KETIK, PACITAN – Berdasarkan penuturan Mbah Haji Saeko, putra menantu juru kunci pertama Gunung Limo, Somo Sogimon Karsodikromo, perjalanan Resi Tunggul Wulung dan adat istiadat Tetaken di Pacitan erat kaitannya dengan kisah Islamisasi di tanah Jawa.

Mbah Saeko, yang juga Penerus Kasepuhan Padepokan Karsodikromo Somodogimon di Desa Mantren, Kecamatan Kebonagung, Pacitan menceritakan, awal mula masa sebelum kedatangan Islam, masyarakat Jawa masih menganut ajaran Kapitayan. 

Ia menuturkan, seorang ulama besar bernama Syekh Subakir memainkan peran penting dalam menyebarkan Islam di Jawa melalui perdagangan rempah-rempah. Namun, usahanya tak mudah karena terhalang oleh bangsa jin yang dipimpin Sabdo Palon (Eyang Semar) di Gunung Tidar.

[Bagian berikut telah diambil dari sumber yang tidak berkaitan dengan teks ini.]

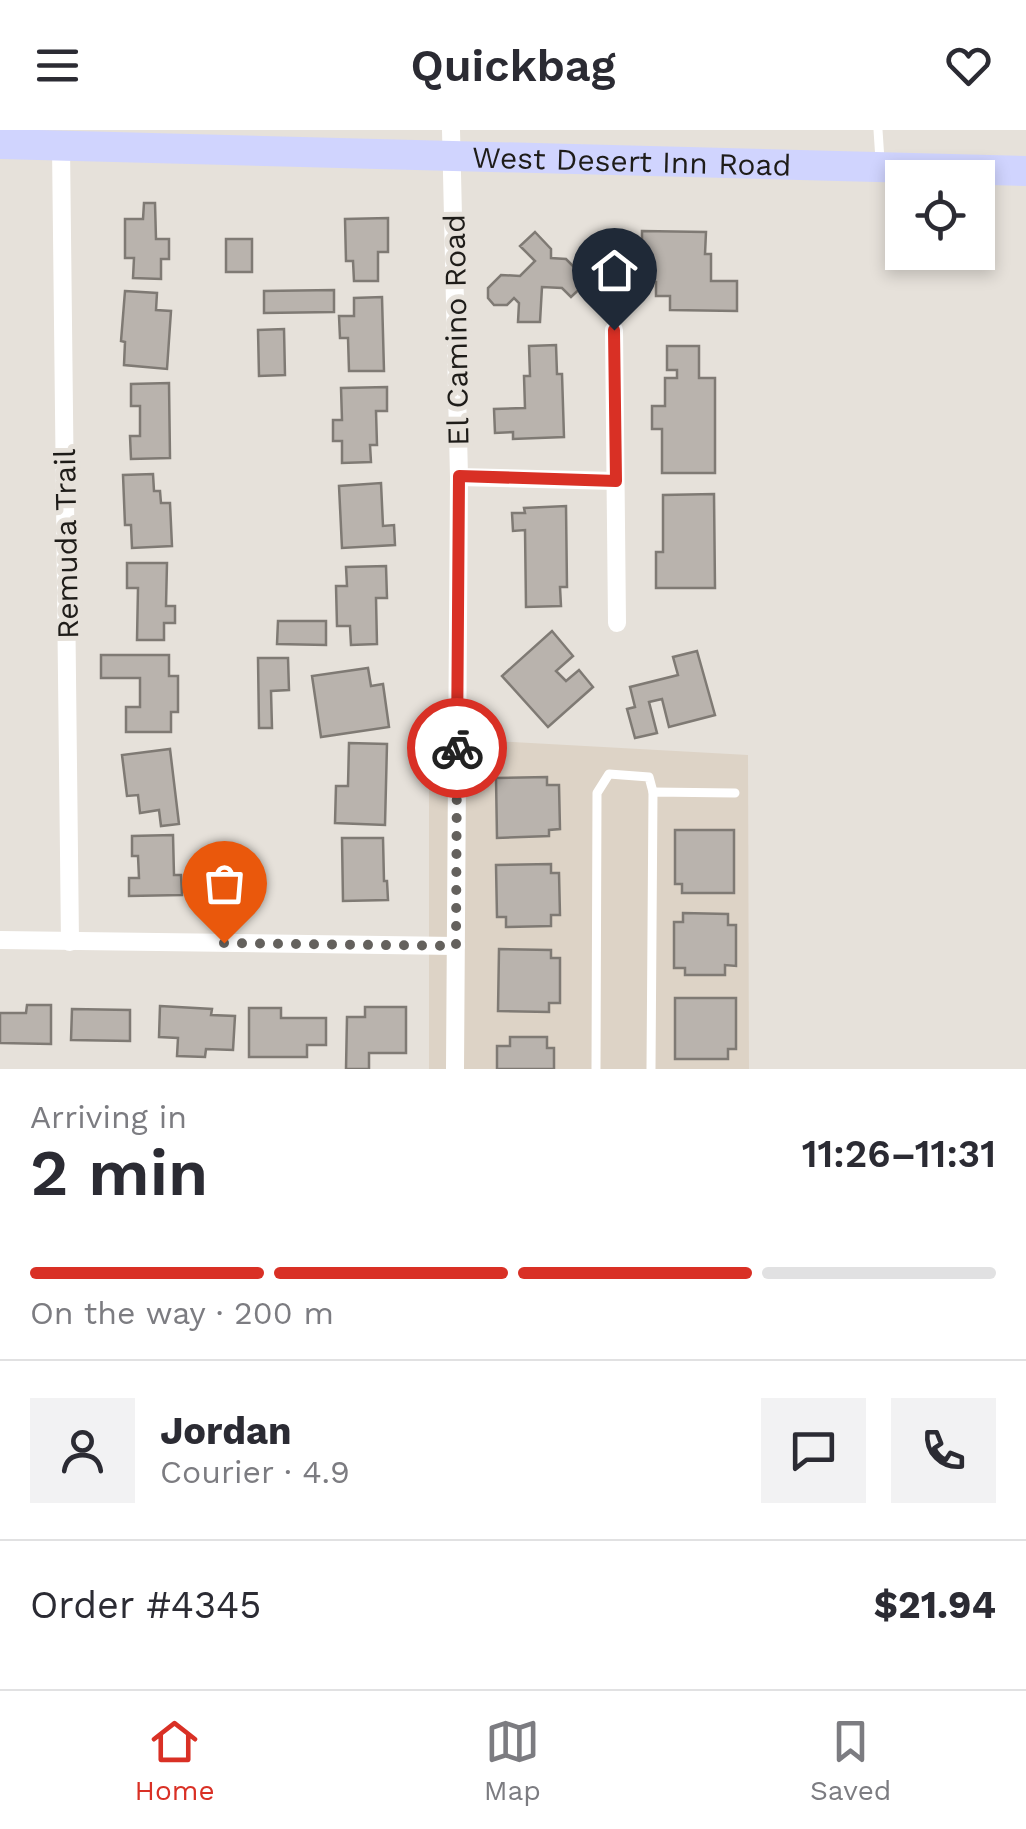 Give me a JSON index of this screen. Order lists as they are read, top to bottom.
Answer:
{
  "streets": {
    "main road": ["West Desert Inn Road"],
    "street": ["El Camino Road", "Remuda Trail"]
  },
  "crossings": [
    ["West Desert Inn Road", "El Camino Road"],
    ["West Desert Inn Road", "Remuda Trail"]
  ],
  "page": {
    "header": "Quickbag",
    "heading": ["2 min", "Arriving in", "11:26–11:31"],
    "panel": [
      "Jordan",
      "Courier · 4.9",
      "Order #4345",
      "$21.94"
    ],
    "bar": "On the way · 200 m",
    "tabs": ["Home", "Map", "Saved"]
  }
}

Pertempuran sengit pun terjadi selama 40 hari 40 malam antara Syekh Subakir dan Sabdo Palon. Akhirnya, mereka mencapai kesepakatan, salah satunya adalah Islam di tanah Jawa tidak boleh menghilangkan budaya lokal.

Kesepakatan ini menjadi titik terang dalam penyebaran Islam di Jawa. Para ulama, termasuk Walisongo, mulai mendakwahkan Islam dengan menggunakan kearifan lokal.

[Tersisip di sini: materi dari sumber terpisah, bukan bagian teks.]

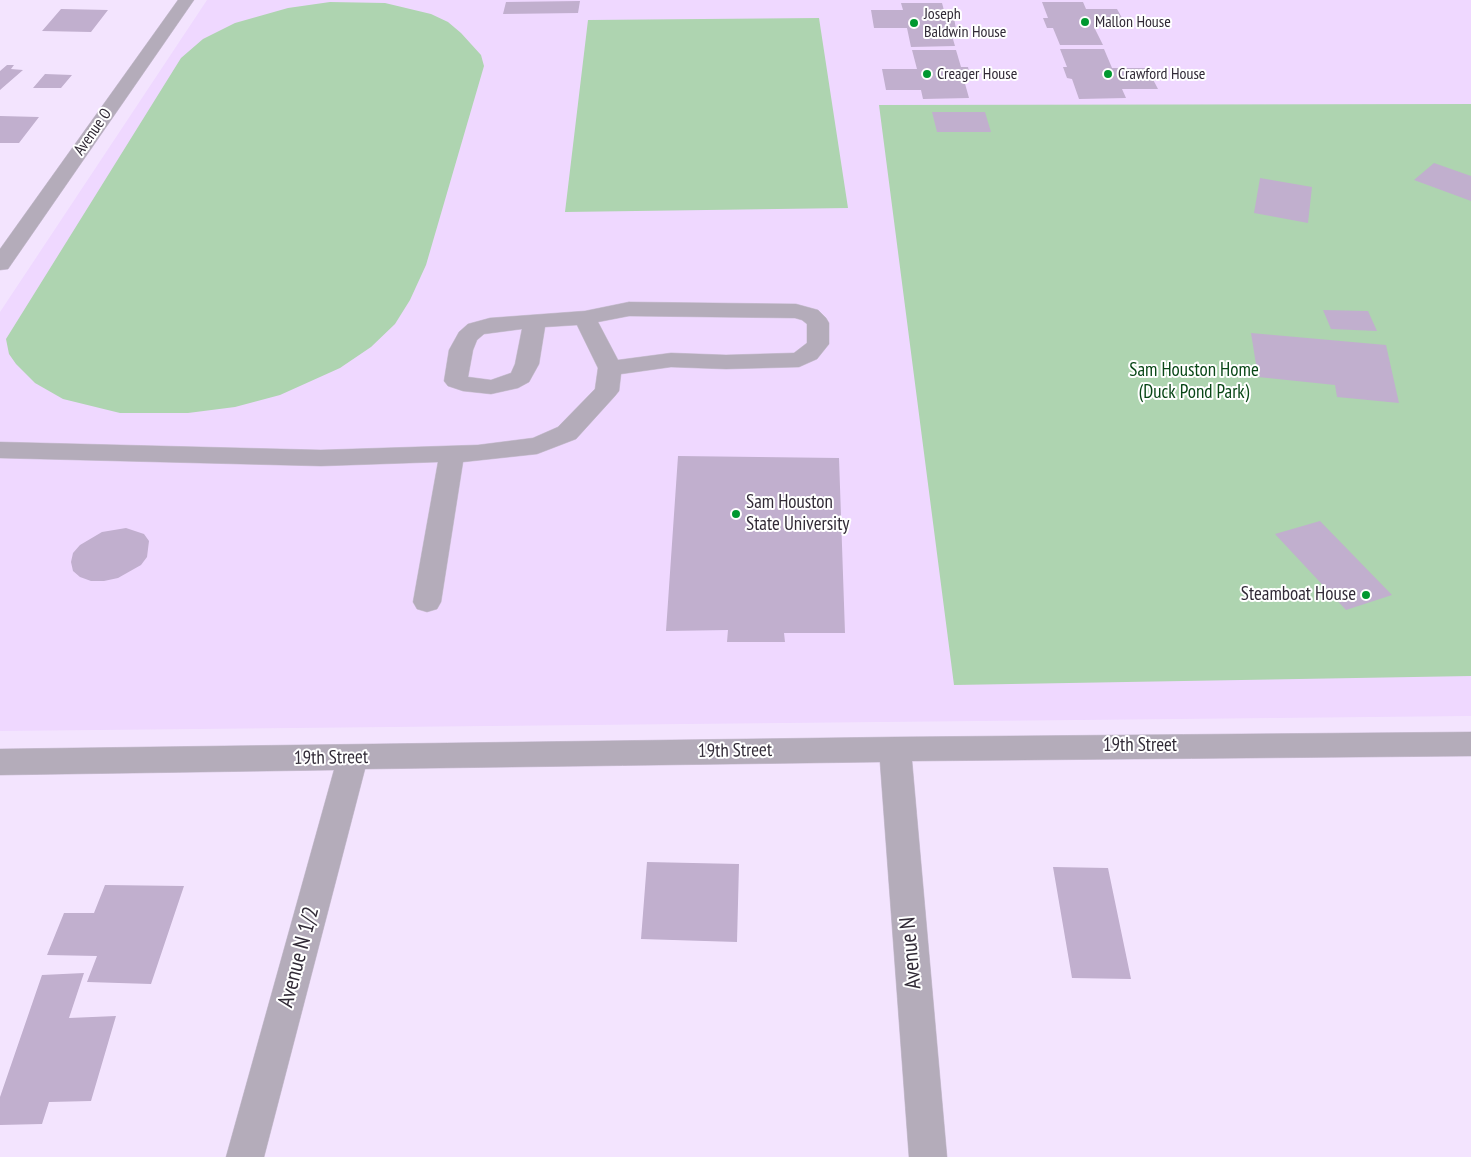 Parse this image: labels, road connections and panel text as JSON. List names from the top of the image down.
{
  "streets": {
    "street": [
      "Avenue O",
      "19th Street",
      "Avenue N",
      "Avenue N 1/2"
    ]
  },
  "crossings": [
    ["19th Street", "Avenue N"],
    ["19th Street", "Avenue N 1/2"]
  ],
  "parks": ["Sam Houston Home (Duck Pond Park)"],
  "places": [
    "Mallon House",
    "Joseph Baldwin House",
    "Creager House",
    "Crawford House",
    "Sam Houston State University",
    "Steamboat House"
  ]
}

Di masa itu, Eyang Tunggul Wulung, seorang abdi dalem penjaga kerajaan Majapahit, merasa sedih atas runtuhnya kerajaan dan muksonanya Prabu Brawijaya V. Ia memutuskan untuk menenangkan diri nyepi menuju lereng Gunung Limo, Pacitan.

"Kemudian Tunggul Wulung pergi menenangkan diri jalan ke selatan (ke Pacitan), sedangkan Eyang Lawu tetap di Gunung Lawu," ungkapnya.

Lantaran dirinya masih menganut ajaran Kapitayan saat itu. Di sana, Eyang Tunggul Wulung mendirikan padepokan dan mendidik anak-anak warga setempat menimba ilmu menjadi seorang pertapa.

"Di Lereng Gunung Limo, Eyang Tunggul Wulung menorehkan banyak kebajikan. Salah satunya mendirikan padepokan hingga mendidik para pertapa yang jadi asal usul Upacara Adat 'Tetaken" di Pacitan," paparnya.

Selang waktu berjalan, kedatangan Walisongo ke wilayah selatan, termasuk ke tempat tinggal Eyang Tunggul Wulung, menandai babak baru dalam perjalanan Eyang Tunggul Wulung. 

Meskipun tidak diketahui secara pasti apa yang terjadi, Eyang Tunggul Wulung akhirnya bersyahadat dan memeluk agama Islam.

Konon, peristiwa ini terjadi di sebuah gerbang masuk berupa batu besar di jalur pendakian menuju puncak Gunung Limo, atau dikenal sebagai Gerbang Wahyu Setangkep.

"Hanya orang suci yang bisa melewati pintu itu," ujarnya.

Warga setempat meyakini bahwa batu besar tersebut merupakan bukti kesaktian para Walisongo. Saat Eyang Tunggul Wulung membaca syahadat, gerbang batu itu terbuka dengan sendirinya.

"Gunung Limo ini membuktikankan bahwa sebelum masuk islam, para kan mensyahadatkan orang tanah Jawa. Kesaktian para wali itu dibuktikan dengan adanya batu besar, yang apabila membaca syahadat gerbangnya langsung terbuka," jelasnya.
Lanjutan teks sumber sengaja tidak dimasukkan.